Down at the docks, One Eye and the captain are readying the boat to drag for skulpin, or "bullheads" as they're called on the island--which hosts a special breed: the Arctic cabezone, which spawns nowhere else in the world. It's the most Gothic of its kind, with unimaginable bubble eyes, a behemoth toad-head, ornate fins, a greasy oily hide, and bellies that bulge with other fish, which are also thrown into the mix, and chopped up into dogfood no matter their state of decomposition. And this is how they're caught:
     First the fishermen chum the kelpfields with what is left from the shark bombardment. Then the boats go out and drop their dredging nets--which is illegal in all countries of the world, because dredging drags across the bottom, tearing up eco-systems. Plants are uprooted, shellfish are disturbed. It affects every single organism there, down to the micro-organics, and it takes decades to recover. An area is never the same. Fish take off, populations are lost, extinction occurs. All in the name of dogfood.

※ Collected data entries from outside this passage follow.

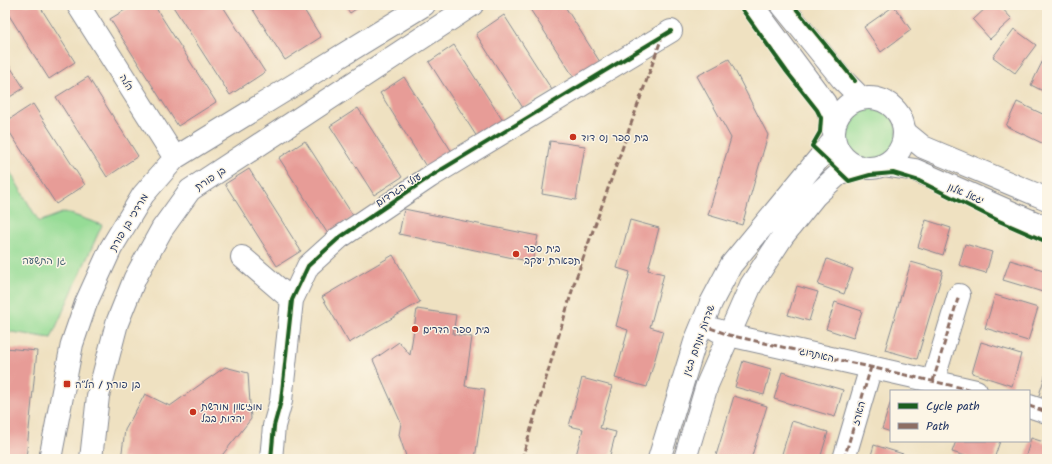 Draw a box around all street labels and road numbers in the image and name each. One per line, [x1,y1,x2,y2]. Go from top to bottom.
street label: הלה [115,71,137,94]
street label: בן פורת [192,163,229,195]
street label: עולי הגרדום [372,169,425,211]
street label: יגאל אלון [945,179,986,209]
street label: מרדכי בן פורת [105,190,152,255]
street label: שדרות מנחם בגין [679,302,719,378]
street label: האתרוג [798,343,836,367]
street label: הארז [848,399,870,427] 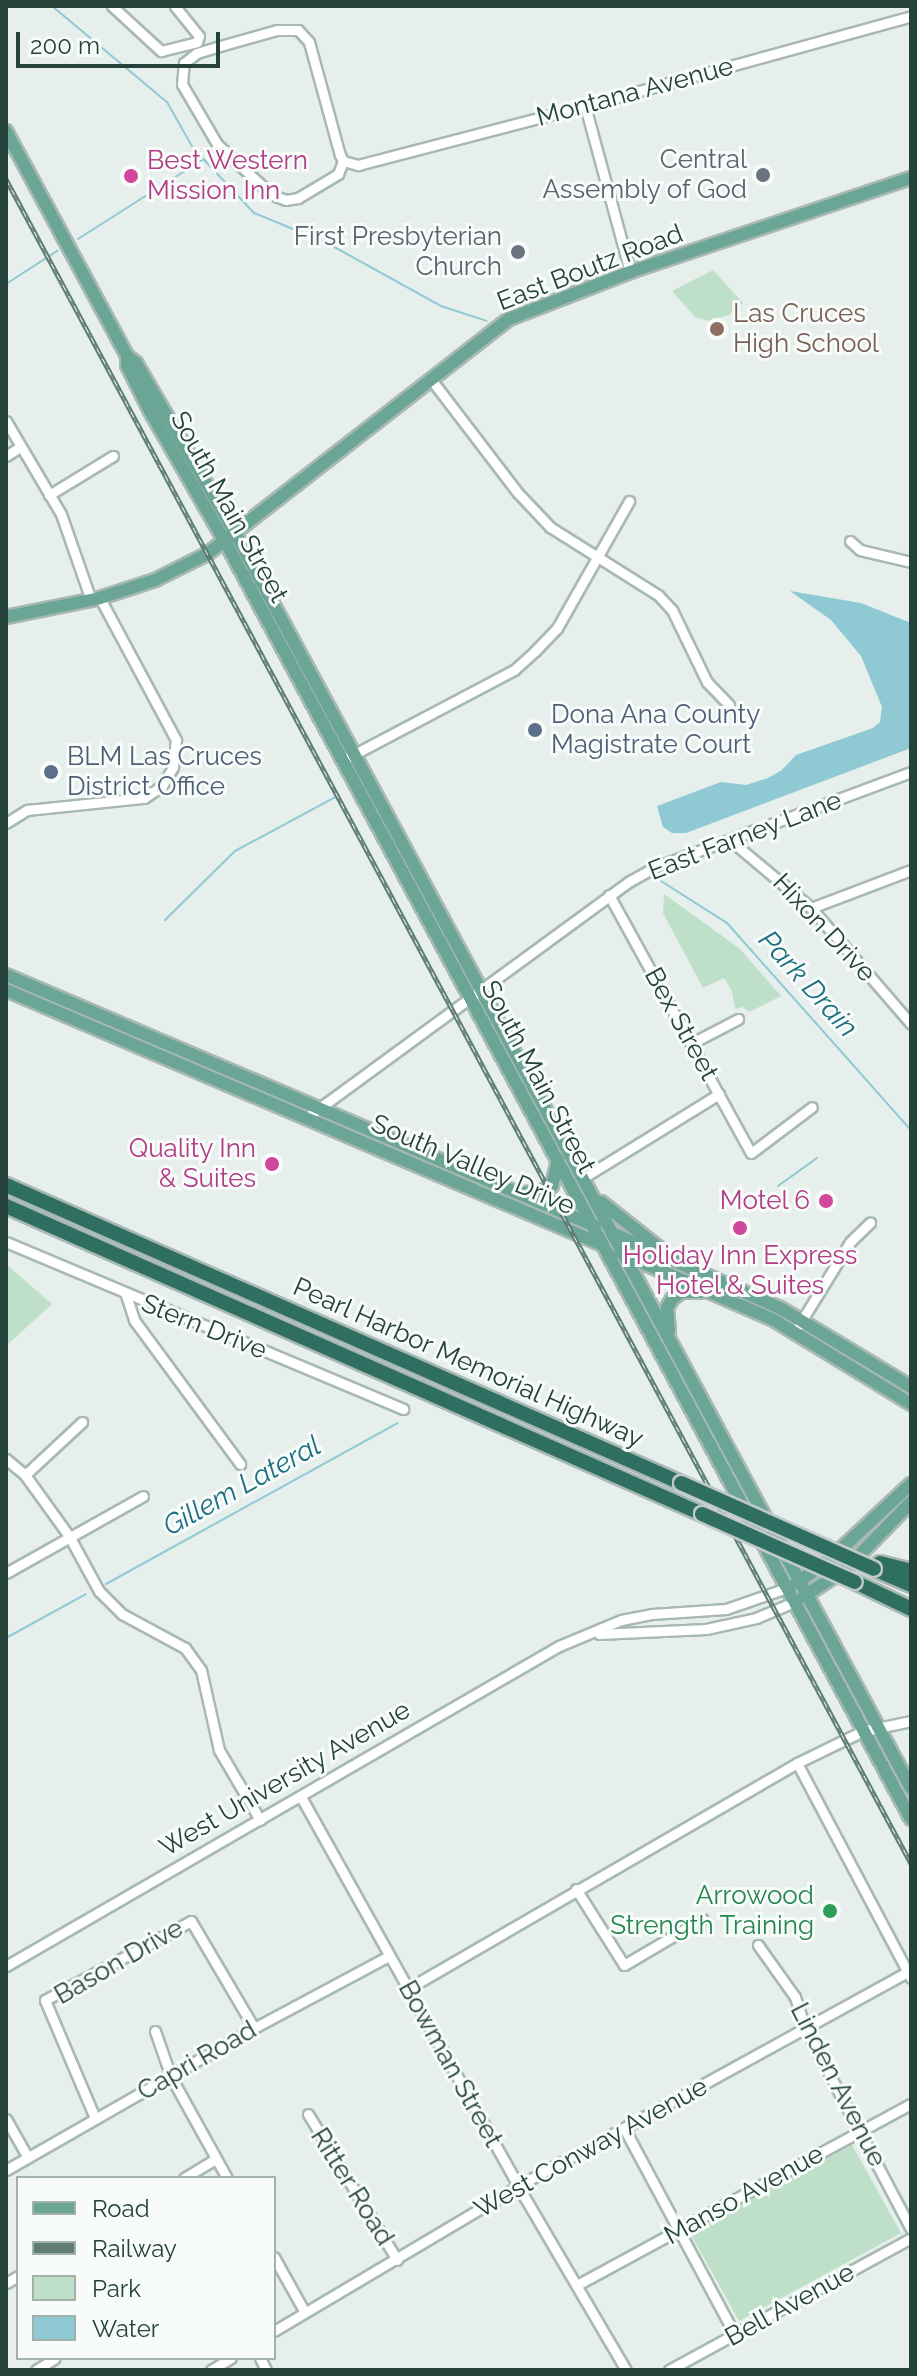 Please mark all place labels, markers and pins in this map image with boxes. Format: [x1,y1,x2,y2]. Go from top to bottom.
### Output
place label: Central Assembly of God [541,144,747,206]
place label: Best Western Mission Inn [147,145,309,206]
marker: Central Assembly of God [754,166,772,184]
marker: Best Western Mission Inn [122,167,140,185]
place label: First Presbyterian Church [294,221,502,282]
marker: First Presbyterian Church [509,243,527,261]
place label: Las Cruces High School [733,298,879,360]
marker: Las Cruces High School [708,320,726,338]
place label: Dona Ana County Magistrate Court [551,699,761,760]
marker: Dona Ana County Magistrate Court [526,721,544,739]
place label: BLM Las Cruces District Office [67,741,262,802]
marker: BLM Las Cruces District Office [42,763,60,781]
place label: Quality Inn & Suites [128,1133,256,1194]
marker: Quality Inn & Suites [263,1155,281,1173]
place label: Motel 6 [719,1185,810,1217]
marker: Motel 6 [817,1192,835,1210]
marker: Holiday Inn Express Hotel & Suites [731,1219,749,1237]
place label: Holiday Inn Express Hotel & Suites [622,1240,858,1302]
place label: Arrowood Strength Training [610,1880,814,1942]
marker: Arrowood Strength Training [821,1902,839,1920]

     The fishermen reason that this is recycling: using cod-chum to bring on the shark, and shark-chum to attract the skulpin, and skulpin-chum to lure ratfish, and so on. But what they don't know is that chum only works when there are bottom-feeders to entice. And every year there are less and less.
     The modern Arctic cabezone is not the same as a century back. They have moved from the weeds to the rubble where the nets can't reach. Where they no longer grow strong and fat, but anemic--due to the scarcity of natural plants, and therefore nutrition.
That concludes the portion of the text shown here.